# Poor girl



## CharlieChaplin (Dec 30, 2012)

I never do this.....but that banner at the top of my page has been making me click on it more and more....

Unspayed female  ....... Free  ..... as being bullied by brother - well if she was unsprayed he is probably after her

free to very good home | Boston, Lincolnshire | Pets4Homes


----------



## Calvine (Aug 20, 2012)

CharlieChaplin said:


> I never do this.....but that banner at the top of my page has been making me click on it more and more....
> 
> Unspayed female  ....... Free  ..... as being bullied by brother - well if she was unsprayed he is probably after her
> 
> free to very good home | Boston, Lincolnshire | Pets4Homes


They never learn, do they? looks so sweet too.


----------



## CharlieChaplin (Dec 30, 2012)

Calvine said:


> They never learn, do they? looks so sweet too.

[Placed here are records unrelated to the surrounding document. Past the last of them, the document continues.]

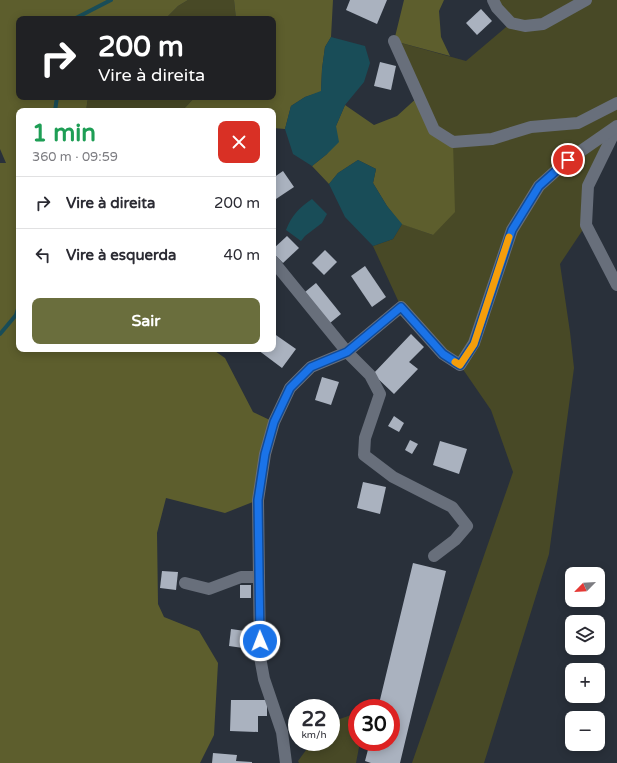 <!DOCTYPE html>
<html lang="pt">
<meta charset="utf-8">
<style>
body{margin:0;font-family:"Varela Round",sans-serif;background:#f7f7f7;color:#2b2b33;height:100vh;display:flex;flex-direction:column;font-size:15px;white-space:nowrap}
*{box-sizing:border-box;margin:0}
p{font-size:13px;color:#7c7c81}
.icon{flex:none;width:22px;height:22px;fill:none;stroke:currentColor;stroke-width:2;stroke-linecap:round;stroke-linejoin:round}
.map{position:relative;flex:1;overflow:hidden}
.side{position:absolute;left:16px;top:108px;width:260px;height:244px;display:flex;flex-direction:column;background:#fff;border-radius:8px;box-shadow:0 2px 10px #0003}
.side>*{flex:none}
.hud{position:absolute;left:16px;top:16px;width:260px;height:84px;border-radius:8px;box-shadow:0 2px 10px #0003;background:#202124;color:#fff;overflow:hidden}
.needle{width:26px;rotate:246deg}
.buttons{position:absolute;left:565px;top:567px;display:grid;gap:8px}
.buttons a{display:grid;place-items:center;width:40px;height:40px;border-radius:8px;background:#fff;box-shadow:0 2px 10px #0003;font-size:20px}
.speed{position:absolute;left:288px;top:699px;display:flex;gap:8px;font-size:20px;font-weight:700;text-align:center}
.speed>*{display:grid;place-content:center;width:52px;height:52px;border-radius:50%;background:#fff;box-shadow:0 2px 10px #0003;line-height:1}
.speed small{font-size:10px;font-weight:400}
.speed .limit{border:6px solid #d22;background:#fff;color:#111}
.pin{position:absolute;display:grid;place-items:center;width:34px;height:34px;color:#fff;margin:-17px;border:2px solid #fff;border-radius:50%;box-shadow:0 1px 4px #0007}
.me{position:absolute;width:44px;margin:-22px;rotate:359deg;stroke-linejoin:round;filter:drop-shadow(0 0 3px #0008)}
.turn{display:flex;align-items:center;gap:14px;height:84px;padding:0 16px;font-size:18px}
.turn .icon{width:52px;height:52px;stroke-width:2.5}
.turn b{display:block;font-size:28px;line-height:34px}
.round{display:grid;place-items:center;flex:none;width:42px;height:42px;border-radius:8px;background:#f7f7f7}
.overview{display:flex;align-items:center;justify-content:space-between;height:68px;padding:0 16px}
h1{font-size:24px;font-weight:700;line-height:30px;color:#1e9e55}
.action{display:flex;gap:8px;margin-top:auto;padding:8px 16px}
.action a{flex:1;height:46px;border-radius:8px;background:#6a6e3d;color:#fff;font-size:16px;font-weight:700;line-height:46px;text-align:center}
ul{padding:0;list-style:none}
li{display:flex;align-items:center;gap:12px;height:52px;padding:0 16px;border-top:1px solid #e1e1e2}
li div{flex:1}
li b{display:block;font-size:15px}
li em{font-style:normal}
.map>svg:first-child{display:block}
</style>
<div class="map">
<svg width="617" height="763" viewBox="0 0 617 763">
<rect width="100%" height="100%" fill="#29303a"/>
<g fill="#484926">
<path d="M 188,0 L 234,0 L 236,19 L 165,19 L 178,6 Z"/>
<path d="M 493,0 L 617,0 L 617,127 L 588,186 L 586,225 L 560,264 L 570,332 L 574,368 L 549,554 L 484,763 L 412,763 L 513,472 L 491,410 L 460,365 L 401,307 L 373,246 L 393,239 L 402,224 L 433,235 L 434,130 L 394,41 L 466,61 L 511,23 Z"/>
<path d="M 88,97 L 195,97 L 182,111 L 86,111 Z"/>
<path d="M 357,713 L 357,742 L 360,742 L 356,763 L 299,763 L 298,761 L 312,742 L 331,742 L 331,722 Z"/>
</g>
<g fill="#5d5e2d">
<path d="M 0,0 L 188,0 L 178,6 L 165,19 L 19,19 L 19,97 L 88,97 L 86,111 L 19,111 L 19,349 L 212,349 L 225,358 L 253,412 L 274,422 L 258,500 L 225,513 L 166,498 L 157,533 L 158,604 L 164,617 L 199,631 L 218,663 L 214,735 L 200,763 L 0,763 L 0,163 L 6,163 L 0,149 Z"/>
<path d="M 234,0 L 333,0 L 331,37 L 325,47 L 322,69 L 321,92 L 305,97 L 291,106 L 285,129 L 273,128 L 273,111 L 182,111 L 195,97 L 273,97 L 273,19 L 236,19 Z"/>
<path d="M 404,0 L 444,0 L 439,11 L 441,37 L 450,56 L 394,41 Z"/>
<path d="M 419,96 L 434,130 L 453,142 L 455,212 L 433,235 L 401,224 L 387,206 L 373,183 L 376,169 L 358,160 L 338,173 L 329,184 L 312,166 L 327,154 L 336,126 L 345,105 L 374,125 L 397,116 Z"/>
</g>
<g fill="#194d58">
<path d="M 331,37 L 365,46 L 370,63 L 364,82 L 345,105 L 336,126 L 339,142 L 327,154 L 312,166 L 293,154 L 285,129 L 291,106 L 305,97 L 321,91 L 322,69 L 325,47 Z"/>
<path d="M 358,160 L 376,169 L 373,183 L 387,206 L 402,224 L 393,239 L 373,246 L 345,217 L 329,184 L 338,173 Z"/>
<path d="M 312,199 L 327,214 L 322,223 L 305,236 L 301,241 L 286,230 C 292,215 299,208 312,199 Z"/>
</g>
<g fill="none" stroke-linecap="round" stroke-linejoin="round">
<g stroke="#194d58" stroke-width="4">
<path d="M 74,19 L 111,0"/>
<path d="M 55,111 L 57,97"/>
<path d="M 0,334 L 16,315 L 19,306"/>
</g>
</g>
<g fill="#aab2bf">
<path d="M 350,0 L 387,0 L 377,24 L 346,10 Z"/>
<path d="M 481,9 L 492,21 L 477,35 L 466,23 Z"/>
<path d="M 380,62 L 396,66 L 391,90 L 374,86 Z"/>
<path d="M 283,171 L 294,187 L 273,201 L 273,178 Z"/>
<path d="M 287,236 L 299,248 L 283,263 L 273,253 L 273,249 Z"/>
<path d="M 325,250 L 337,262 L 324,275 L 312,263 Z"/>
<path d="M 365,266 L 386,297 L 372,307 L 351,276 Z"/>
<path d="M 316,283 L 341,314 L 330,323 L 305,292 Z"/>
<path d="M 273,333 L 296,349 L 282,368 L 258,350 L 258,349 L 273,349 Z"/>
<path d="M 411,334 L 424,347 L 409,362 L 418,369 L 394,394 L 373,374 Z"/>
<path d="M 322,377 L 339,382 L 331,405 L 315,400 Z"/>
<path d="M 394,416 L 404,423 L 399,432 L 388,426 Z"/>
<path d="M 410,440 L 418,444 L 412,454 L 405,450 Z"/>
<path d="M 440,441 L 467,449 L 459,474 L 433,465 Z"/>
<path d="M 363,482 L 386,487 L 380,514 L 357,508 Z"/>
<path d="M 413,563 L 446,571 L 400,763 L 371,763 L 365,761 L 370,742 L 391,742 L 391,708 L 378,708 Z"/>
<path d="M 162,571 L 178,572 L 176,590 L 160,588 Z"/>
<rect x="240" y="585" width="11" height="13"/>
<path d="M 231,629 L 252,632 L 250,649 L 229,646 Z"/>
<path d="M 231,700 L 267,700 L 267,716 L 258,716 L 258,732 L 230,731 Z"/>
<path d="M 295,715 L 297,715 L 297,738 L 293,737 Z"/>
<path d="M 213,753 L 237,755 L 236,761 L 252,762 L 252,763 L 212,763 Z"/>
</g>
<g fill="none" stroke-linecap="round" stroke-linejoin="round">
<g stroke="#686f7b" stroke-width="12">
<path d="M 493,0 L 497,8 L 511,23 L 525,26 L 543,24 L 586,0"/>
<path d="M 394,41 L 434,130 L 453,142 L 492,139 L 531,127 L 578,123 L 617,103"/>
<path d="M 617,127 L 588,186 L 586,225 L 617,285"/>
<path d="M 273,261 L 347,352 L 370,375 L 380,394 L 365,438 L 364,455 L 393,477 L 452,507 L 467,526 L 455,540 L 434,556"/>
<path d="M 185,583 L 209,589 L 241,577 L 259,577"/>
<path d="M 286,763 L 282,732 L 264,679 L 260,657 L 258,500 L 265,454 L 274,422 L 290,388 L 311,367 L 347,352 L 401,307 L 443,354 L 460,365 L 474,343 L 512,230 L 539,186 L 568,160 L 617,126"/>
</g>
</g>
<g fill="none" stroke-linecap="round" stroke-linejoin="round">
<defs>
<path id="route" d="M 260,641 L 258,500 L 265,454 L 274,422 L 290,388 L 311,367 L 347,352 L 401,307 L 443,354 L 460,365 L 474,344 L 512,230 L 539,186 L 568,160"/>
</defs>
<use href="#route" stroke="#114b97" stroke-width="10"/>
<use href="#route" stroke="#1a73e8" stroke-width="7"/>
<path stroke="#f59e0b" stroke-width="7" d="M 455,362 L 460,365 L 474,344 L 509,237"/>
</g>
</svg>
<div class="buttons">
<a><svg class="needle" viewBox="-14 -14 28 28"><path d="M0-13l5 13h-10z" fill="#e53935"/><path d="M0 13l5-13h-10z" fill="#7c7c81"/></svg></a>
<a><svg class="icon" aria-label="layers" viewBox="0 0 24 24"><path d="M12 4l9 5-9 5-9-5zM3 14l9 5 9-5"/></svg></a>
<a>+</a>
<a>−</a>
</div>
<div class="speed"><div>22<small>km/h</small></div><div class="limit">30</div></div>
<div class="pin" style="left:568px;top:160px;background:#d93025"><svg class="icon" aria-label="arrive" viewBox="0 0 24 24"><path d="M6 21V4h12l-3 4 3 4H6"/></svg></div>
<svg class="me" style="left:260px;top:641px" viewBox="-20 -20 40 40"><circle r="17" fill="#1a73e8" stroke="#fff" stroke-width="3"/><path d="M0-11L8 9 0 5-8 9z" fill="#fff"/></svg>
<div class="hud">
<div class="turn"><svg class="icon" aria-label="right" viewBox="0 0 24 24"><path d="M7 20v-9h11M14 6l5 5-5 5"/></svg><div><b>200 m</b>Vire à direita</div></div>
</div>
<section class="side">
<div class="overview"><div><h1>1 min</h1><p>360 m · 09:59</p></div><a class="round" style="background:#d93025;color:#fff"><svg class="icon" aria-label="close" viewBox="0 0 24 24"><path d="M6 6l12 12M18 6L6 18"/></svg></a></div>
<ul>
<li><svg class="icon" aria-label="right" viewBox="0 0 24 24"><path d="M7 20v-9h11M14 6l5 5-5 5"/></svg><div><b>Vire à direita</b></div><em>200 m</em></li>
<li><svg class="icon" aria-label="left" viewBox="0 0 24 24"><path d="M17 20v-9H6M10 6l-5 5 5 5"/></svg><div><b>Vire à esquerda</b></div><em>40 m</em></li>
</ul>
<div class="action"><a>Sair</a></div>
</section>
</div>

I know - if I was closer I would try to do something, but I just can't


----------



## rose (Apr 29, 2009)

I have to click on all the PF adoption adverts along the top of the page as well! Winds me up!


----------



## CharlieChaplin (Dec 30, 2012)

rose said:


> I have to click on all the PF adoption adverts along the top of the page as well! Winds me up!


I hover over them - I Know I shouldn't....but I just cannot help it. Most of them have been from rescues which has helped calm me - but this one girl - I want her.


----------



## Jansheff (Jan 31, 2011)

I've downloaded AdBlock - I don't see any adverts so I'm not tempted to click on them.


----------